- Born: April 15, 1975 (age 51) Salt Lake City, Utah, U.S.
- Education: Brigham Young University (BA) Harvard Law School (JD)
- Occupations: Associate professor, William & Mary Law School, teaching contracts, law and religion, secured transactions
- Spouse: Heather Bennett Oman
- Parent(s): Richard G.and Pamela Oman, Susan Staker
- Website: W&M – Nathan Oman

= Nathan Oman =

American law professor

Nathan Bryan "Nate" Oman (born April 15, 1975) is the Rollins Professor of Law at the law school of the College of William & Mary. He is a legal scholar and educator. In 2006, he became an assistant professor at William & Mary's law school. In 2003, Oman founded Times & Seasons, a Mormon blog.

== Biography ==
Oman was raised in Salt Lake City, Utah. He served a mission for the LDS Church in South Korea. Oman holds a BA in political science from Brigham Young University and a JD from Harvard Law School.
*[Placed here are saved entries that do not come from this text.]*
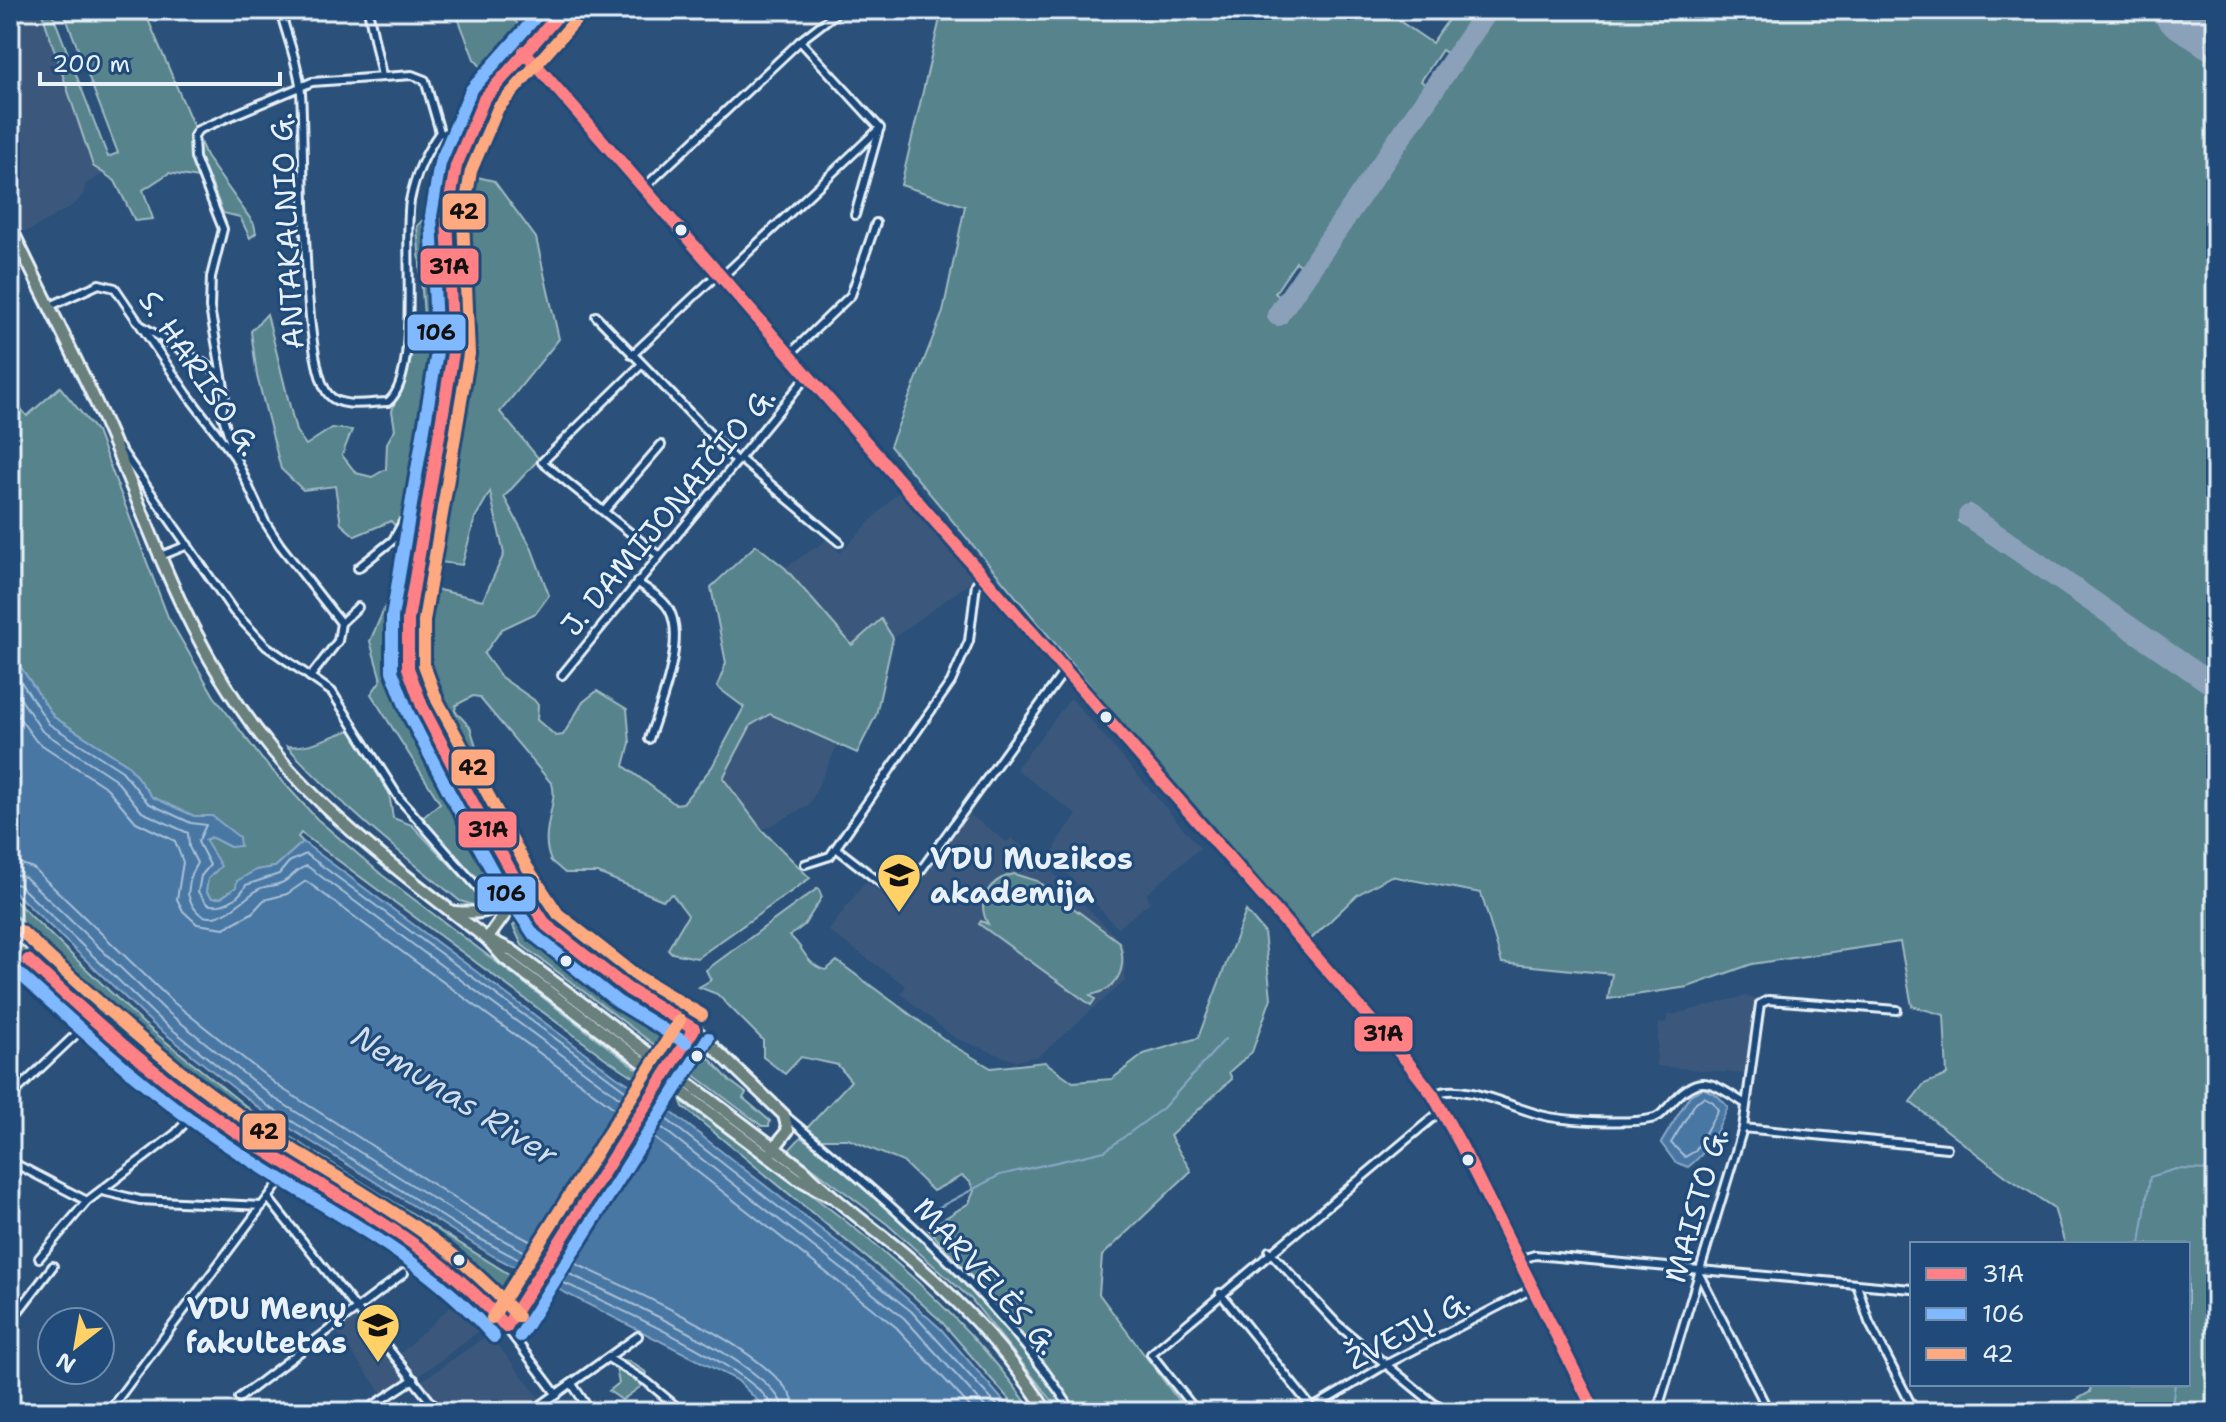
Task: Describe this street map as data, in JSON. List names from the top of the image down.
{
  "streets": {
    "street": [
      "ANTAKALNIO G.",
      "S. HARISO G.",
      "J. DAMIJONAIČIO G.",
      "MAISTO G.",
      "MARVELĖS G.",
      "ŽVEJŲ G."
    ]
  },
  "water": ["Nemunas River"],
  "places": {
    "school or university": ["VDU Muzikos akademija", "VDU Menų fakultetas"]
  },
  "lines": ["transit line 31A", "transit line 106", "transit line 42"],
  "legend": ["31A", "106", "42"],
  "scale_bar": "200 m",
  "north": "bottom left"
}
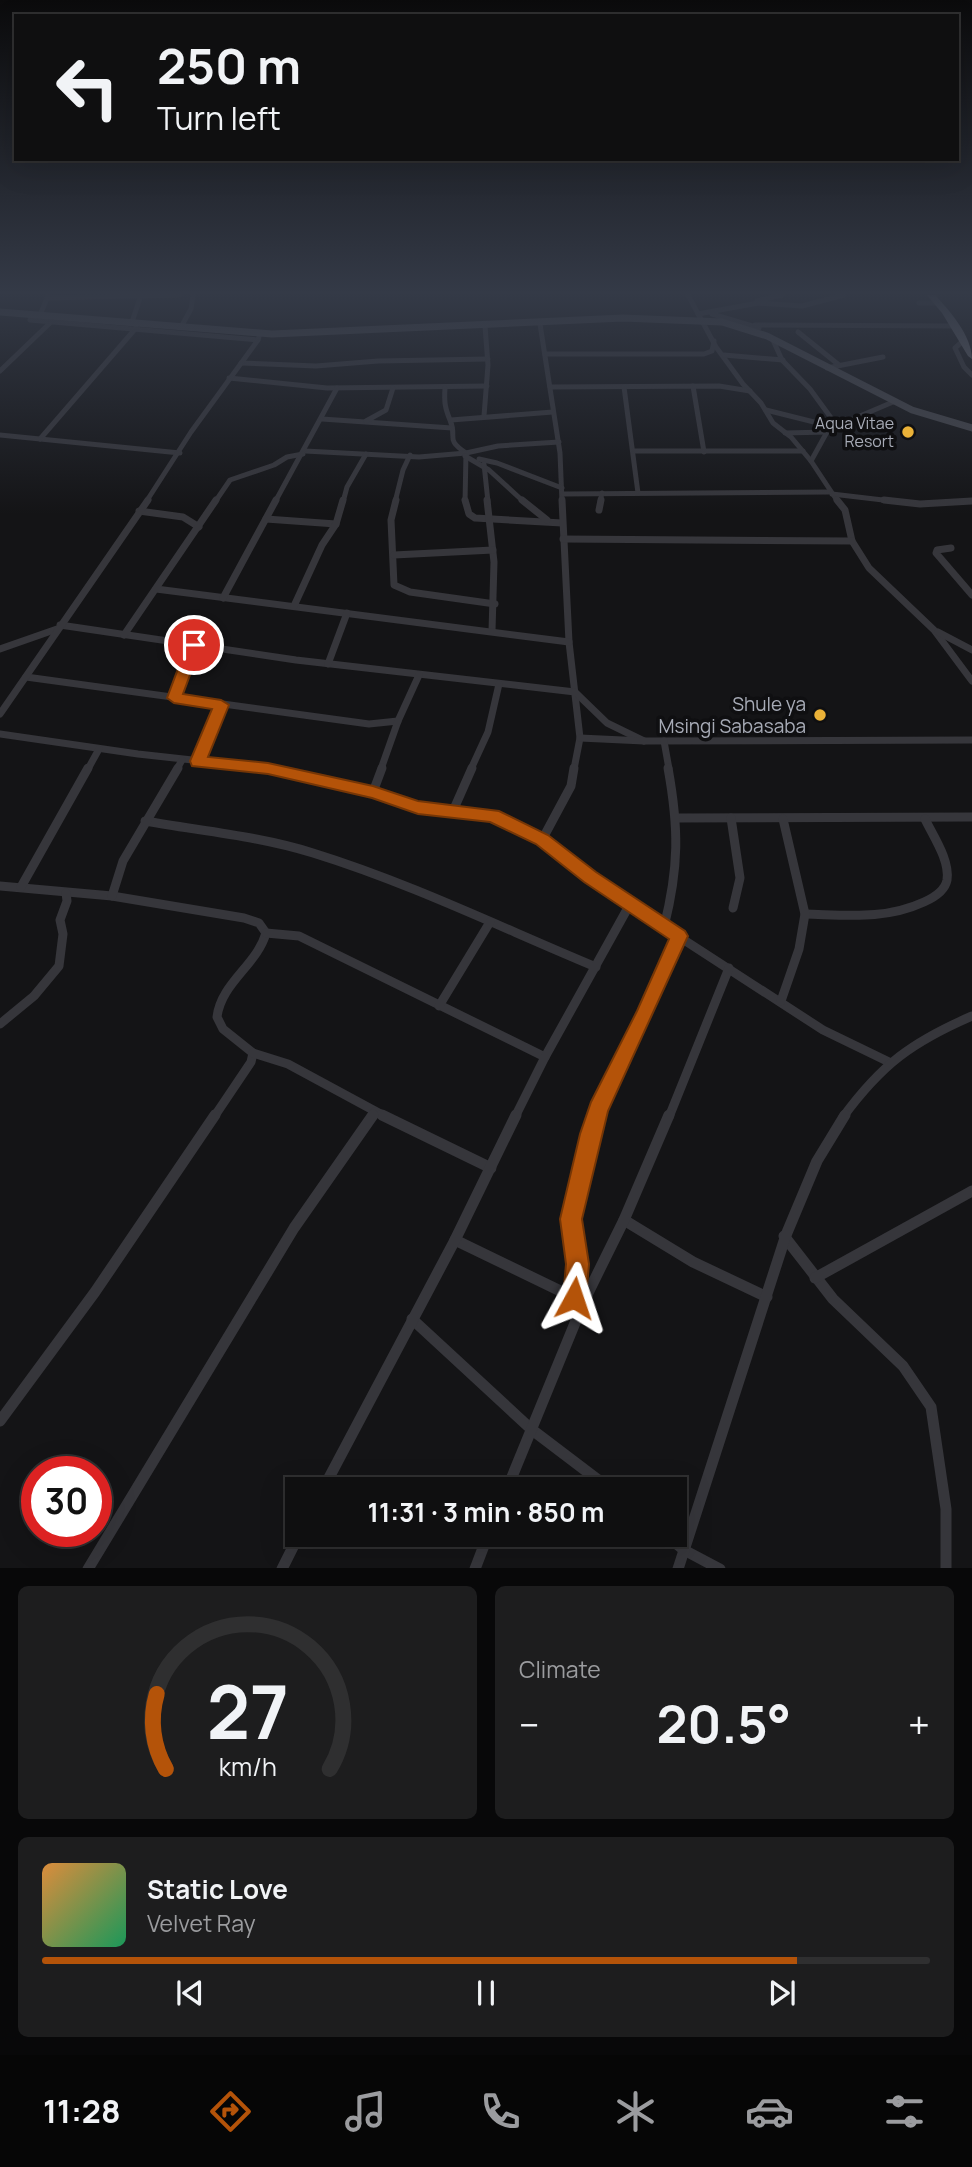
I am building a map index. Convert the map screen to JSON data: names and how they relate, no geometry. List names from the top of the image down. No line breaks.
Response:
{"places":["Aqua Vitae Resort","Shule ya Msingi Sabasaba"],"page":{"turn":["250 m","Turn left"],"limit":"30","trip":"11:31 · 3 min · 850 m","tile":"Climate","heat":["−","20.5°","+"],"song":["Static Love","Velvet Ray"],"tabs":"11:28","gauge":["27","km/h"]}}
He worked on the staff of Senator Mitch McConnell before going to law school. He clerked for Judge Morris S. Arnold. Prior to joining the faculty of William and Mary, Oman was a practicing lawyer in Washington, DC. Oman has been a visiting professor at Hebrew University, Cornell Law School, and the University of Richmond Law School.

Oman is the son of Richard G. Oman, an art curator at the LDS Church History Museum and an expert on LDS art. His mother is Susan Staker, retired, former editorial director at Adobe Systems and editor for Sunstone magazine and Signature Books.

Oman and his wife, Heather Bennett, are the parents of two children.

== Writings ==
Oman specializes in contract law, the foundations of private law, and law and religion. Oman's work has appeared in such law journals as the Harvard Law Review, Michigan Law Review, Georgetown Law Journal, Minnesota Law Review, Iowa Law Review, and BYU Law Review. He has also been a frequent presenter at conferences of the J. Reuben Clark Law Society.

He wrote an article on the 2008 Mitt Romney presidential campaign for the San Francisco Chronicle. In addition, he has published op-eds in the National Review, The Washington Times, and The Richmond-Times Dispatch. Since late 2010 he has been a regular columnist for the Deseret News.

In late 2010 Oman criticized the US auto bailout: "Taxpayer money became vital to GM's and Chrysler's continued survival precisely because the presence of taxpayer money understandably scared away private investors. ... [The two auto giants] could have gone through bankruptcy like everyone else. It did, however, undermine the trust on which successful capitalism depends."

Oman has written on many themes related to Mormon studies, contributing to Dialogue: A Journal of Mormon Thought, the FARMS Review, BYU Studies, Element: The Journal of the Society for Mormon Philosophy and Theology and wrote articles on legal themes for Mormonism: A Historical Encyclopedia and contributed the article on Mormons for the forthcoming Encyclopedia of the Supreme Court of the United States.

Oman along with Alan Meese wrote for the Harvard Law Review Forum an in-depth analysis of Burwell v. Hobby Lobby and the question of whether the Religious Freedom Restoration Act should apply, arguing that actions of corporations are within the intended scope of religious freedom.

Another recent work by Oman was International Legal Experience and the Mormon Theology of the State, 1945–2012 published in the Iowa Law Review.

Oman is the author of The Dignity of Commerce: Markets and the Moral Foundations of Contract Law published by the University of Chicago Press.

California Appellate Law Group's Anna-Rose Mathieson and Oman co-authored a friend-of-the-court briefs signed by Oman and twenty additional Mormon studies scholars and filed with the US Supreme Court with regard to the Court's review of the Trump Administration's travel bans. The brief draws parallels between historical US government-sanctioned and promoted anti-Mormon with the anti-Muslim atmosphere surrounding the proposed ban currently.